Exercise: In the copy, keep the lines from the first line of the material below through the line containing "background:#7831a4; border-color:#fff; box-shadow:0" exactly as they are, and include no pictures.

Record excerpts:

'''

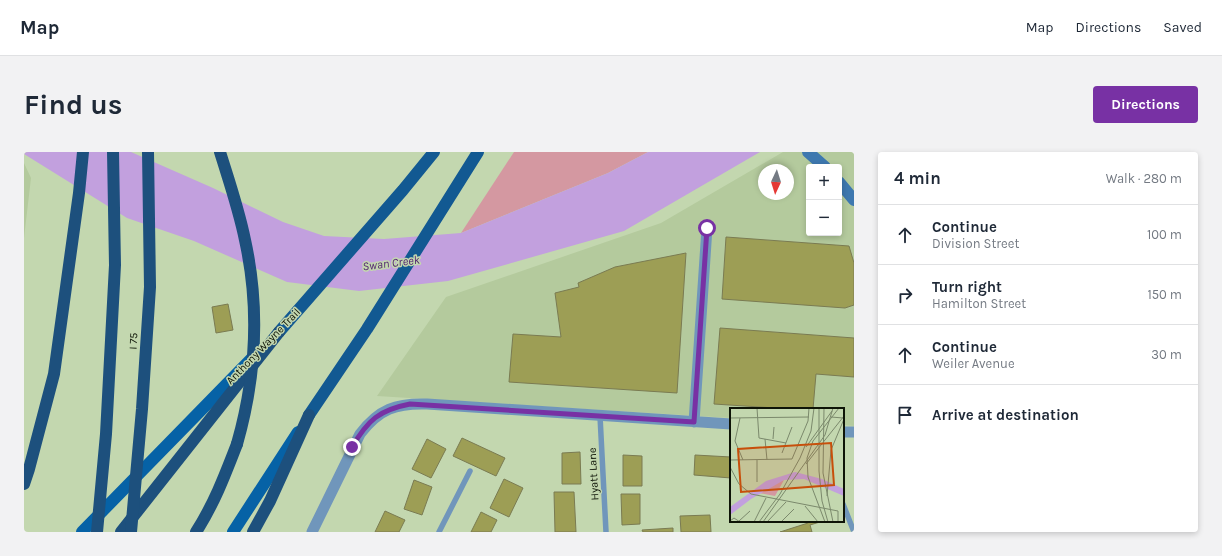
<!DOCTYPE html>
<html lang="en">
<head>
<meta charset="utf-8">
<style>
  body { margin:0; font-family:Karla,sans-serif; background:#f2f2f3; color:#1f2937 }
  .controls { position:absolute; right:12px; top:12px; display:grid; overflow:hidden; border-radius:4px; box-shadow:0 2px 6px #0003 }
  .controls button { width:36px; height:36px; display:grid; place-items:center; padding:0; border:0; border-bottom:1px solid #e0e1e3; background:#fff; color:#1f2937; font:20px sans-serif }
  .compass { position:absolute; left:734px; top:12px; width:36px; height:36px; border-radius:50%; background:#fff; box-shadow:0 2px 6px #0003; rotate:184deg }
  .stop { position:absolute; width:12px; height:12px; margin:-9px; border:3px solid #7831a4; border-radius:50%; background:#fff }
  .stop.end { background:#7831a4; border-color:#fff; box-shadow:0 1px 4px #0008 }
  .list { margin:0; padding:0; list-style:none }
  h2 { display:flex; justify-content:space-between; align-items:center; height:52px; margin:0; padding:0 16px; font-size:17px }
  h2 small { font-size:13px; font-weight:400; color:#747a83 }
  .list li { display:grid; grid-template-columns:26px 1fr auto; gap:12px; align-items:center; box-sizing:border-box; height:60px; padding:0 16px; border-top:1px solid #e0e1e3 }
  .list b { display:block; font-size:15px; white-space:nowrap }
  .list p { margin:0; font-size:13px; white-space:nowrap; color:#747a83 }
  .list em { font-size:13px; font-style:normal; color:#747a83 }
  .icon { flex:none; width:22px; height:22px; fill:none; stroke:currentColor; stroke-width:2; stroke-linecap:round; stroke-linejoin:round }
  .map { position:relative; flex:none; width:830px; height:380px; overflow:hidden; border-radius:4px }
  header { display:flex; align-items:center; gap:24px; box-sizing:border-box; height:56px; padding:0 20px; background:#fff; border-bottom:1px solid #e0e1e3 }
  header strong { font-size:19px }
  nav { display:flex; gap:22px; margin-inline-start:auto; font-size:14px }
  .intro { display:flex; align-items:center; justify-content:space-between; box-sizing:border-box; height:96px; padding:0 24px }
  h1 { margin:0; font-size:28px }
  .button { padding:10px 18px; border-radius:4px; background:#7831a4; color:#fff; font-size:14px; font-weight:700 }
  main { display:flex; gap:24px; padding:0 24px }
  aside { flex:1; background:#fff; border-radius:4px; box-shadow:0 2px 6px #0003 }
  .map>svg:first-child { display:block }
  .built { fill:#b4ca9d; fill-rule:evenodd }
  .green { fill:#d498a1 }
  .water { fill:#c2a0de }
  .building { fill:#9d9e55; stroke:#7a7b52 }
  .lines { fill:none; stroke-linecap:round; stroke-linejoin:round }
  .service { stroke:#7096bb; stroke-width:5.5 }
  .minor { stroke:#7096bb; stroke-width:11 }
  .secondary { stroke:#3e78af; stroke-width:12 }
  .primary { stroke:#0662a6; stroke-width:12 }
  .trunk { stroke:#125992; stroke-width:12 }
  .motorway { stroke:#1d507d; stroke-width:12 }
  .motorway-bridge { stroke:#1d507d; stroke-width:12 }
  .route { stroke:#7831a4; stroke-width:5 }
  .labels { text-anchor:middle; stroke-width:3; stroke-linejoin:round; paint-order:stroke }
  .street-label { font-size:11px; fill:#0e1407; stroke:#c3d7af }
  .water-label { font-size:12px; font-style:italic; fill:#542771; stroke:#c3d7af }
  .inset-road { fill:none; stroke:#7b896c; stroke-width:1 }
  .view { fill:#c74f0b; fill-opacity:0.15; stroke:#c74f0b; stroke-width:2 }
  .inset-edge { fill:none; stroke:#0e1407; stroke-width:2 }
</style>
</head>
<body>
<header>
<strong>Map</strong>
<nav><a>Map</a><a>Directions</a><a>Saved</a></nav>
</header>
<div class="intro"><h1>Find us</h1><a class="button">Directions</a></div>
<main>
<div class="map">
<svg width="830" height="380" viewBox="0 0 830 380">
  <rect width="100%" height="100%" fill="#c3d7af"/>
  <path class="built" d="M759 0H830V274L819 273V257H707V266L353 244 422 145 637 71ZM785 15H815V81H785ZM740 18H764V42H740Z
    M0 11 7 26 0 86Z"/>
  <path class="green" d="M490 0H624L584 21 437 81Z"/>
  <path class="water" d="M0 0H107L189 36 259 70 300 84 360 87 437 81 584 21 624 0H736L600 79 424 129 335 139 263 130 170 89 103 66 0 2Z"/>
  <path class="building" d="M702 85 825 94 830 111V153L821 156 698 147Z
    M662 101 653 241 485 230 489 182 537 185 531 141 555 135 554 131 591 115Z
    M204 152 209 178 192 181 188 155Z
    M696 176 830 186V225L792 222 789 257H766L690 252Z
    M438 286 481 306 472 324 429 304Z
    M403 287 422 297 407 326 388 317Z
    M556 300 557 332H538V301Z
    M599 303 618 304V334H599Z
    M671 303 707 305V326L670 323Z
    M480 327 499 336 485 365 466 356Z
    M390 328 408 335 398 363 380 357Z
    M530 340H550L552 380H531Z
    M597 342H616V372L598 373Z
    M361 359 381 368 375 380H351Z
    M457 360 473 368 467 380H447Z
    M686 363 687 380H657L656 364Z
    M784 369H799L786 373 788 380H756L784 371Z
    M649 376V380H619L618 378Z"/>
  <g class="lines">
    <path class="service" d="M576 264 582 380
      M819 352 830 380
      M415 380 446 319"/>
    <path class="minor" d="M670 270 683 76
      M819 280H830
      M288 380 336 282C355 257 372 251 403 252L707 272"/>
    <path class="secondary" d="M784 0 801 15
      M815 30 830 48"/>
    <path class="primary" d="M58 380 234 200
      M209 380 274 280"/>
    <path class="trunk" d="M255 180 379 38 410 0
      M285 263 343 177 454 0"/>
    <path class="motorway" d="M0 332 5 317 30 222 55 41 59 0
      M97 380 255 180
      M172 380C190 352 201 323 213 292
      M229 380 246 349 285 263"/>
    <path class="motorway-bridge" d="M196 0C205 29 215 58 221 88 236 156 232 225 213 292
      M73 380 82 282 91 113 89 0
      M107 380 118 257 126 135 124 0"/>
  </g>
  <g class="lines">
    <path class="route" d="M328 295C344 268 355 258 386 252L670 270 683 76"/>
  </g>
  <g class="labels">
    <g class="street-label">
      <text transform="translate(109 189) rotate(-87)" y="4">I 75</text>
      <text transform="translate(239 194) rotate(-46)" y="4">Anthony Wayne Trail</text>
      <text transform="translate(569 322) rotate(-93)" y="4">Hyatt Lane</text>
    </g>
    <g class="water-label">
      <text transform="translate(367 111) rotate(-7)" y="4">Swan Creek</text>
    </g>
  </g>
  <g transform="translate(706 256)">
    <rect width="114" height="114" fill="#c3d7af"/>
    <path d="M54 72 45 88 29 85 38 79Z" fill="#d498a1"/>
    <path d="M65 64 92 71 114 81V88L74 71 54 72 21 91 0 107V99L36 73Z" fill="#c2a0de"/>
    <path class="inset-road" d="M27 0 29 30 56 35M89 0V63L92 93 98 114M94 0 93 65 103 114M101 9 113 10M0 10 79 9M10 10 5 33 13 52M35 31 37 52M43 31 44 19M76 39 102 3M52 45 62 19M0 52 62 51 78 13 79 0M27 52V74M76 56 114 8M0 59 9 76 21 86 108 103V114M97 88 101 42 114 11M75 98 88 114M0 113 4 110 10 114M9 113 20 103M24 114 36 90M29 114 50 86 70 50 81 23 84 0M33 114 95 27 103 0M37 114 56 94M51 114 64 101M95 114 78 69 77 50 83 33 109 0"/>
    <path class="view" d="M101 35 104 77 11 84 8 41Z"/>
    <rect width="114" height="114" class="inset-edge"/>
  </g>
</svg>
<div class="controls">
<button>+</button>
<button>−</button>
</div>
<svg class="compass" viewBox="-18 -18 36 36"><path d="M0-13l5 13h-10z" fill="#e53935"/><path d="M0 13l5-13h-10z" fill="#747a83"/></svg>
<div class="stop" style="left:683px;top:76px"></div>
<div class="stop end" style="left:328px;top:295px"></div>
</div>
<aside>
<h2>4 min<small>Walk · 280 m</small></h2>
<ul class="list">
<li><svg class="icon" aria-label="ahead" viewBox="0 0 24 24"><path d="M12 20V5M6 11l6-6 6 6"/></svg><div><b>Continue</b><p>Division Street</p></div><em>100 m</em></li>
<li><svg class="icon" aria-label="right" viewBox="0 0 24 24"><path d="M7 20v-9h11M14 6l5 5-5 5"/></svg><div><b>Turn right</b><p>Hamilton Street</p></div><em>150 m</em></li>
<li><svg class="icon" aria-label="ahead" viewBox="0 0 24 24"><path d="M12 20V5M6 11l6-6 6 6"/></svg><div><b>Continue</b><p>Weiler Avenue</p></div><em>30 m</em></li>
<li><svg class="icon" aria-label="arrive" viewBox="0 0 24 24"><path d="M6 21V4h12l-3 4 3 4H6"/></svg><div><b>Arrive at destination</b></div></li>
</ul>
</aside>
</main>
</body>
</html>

'''

Your response:
<!DOCTYPE html>
<html lang="en">
<head>
<meta charset="utf-8">
<style>
  body { margin:0; font-family:Karla,sans-serif; background:#f2f2f3; color:#1f2937 }
  .controls { position:absolute; right:12px; top:12px; display:grid; overflow:hidden; border-radius:4px; box-shadow:0 2px 6px #0003 }
  .controls button { width:36px; height:36px; display:grid; place-items:center; padding:0; border:0; border-bottom:1px solid #e0e1e3; background:#fff; color:#1f2937; font:20px sans-serif }
  .compass { position:absolute; left:734px; top:12px; width:36px; height:36px; border-radius:50%; background:#fff; box-shadow:0 2px 6px #0003; rotate:184deg }
  .stop { position:absolute; width:12px; height:12px; margin:-9px; border:3px solid #7831a4; border-radius:50%; background:#fff }
  .stop.end { background:#7831a4; border-color:#fff; box-shadow:0 1px 4px #0008 }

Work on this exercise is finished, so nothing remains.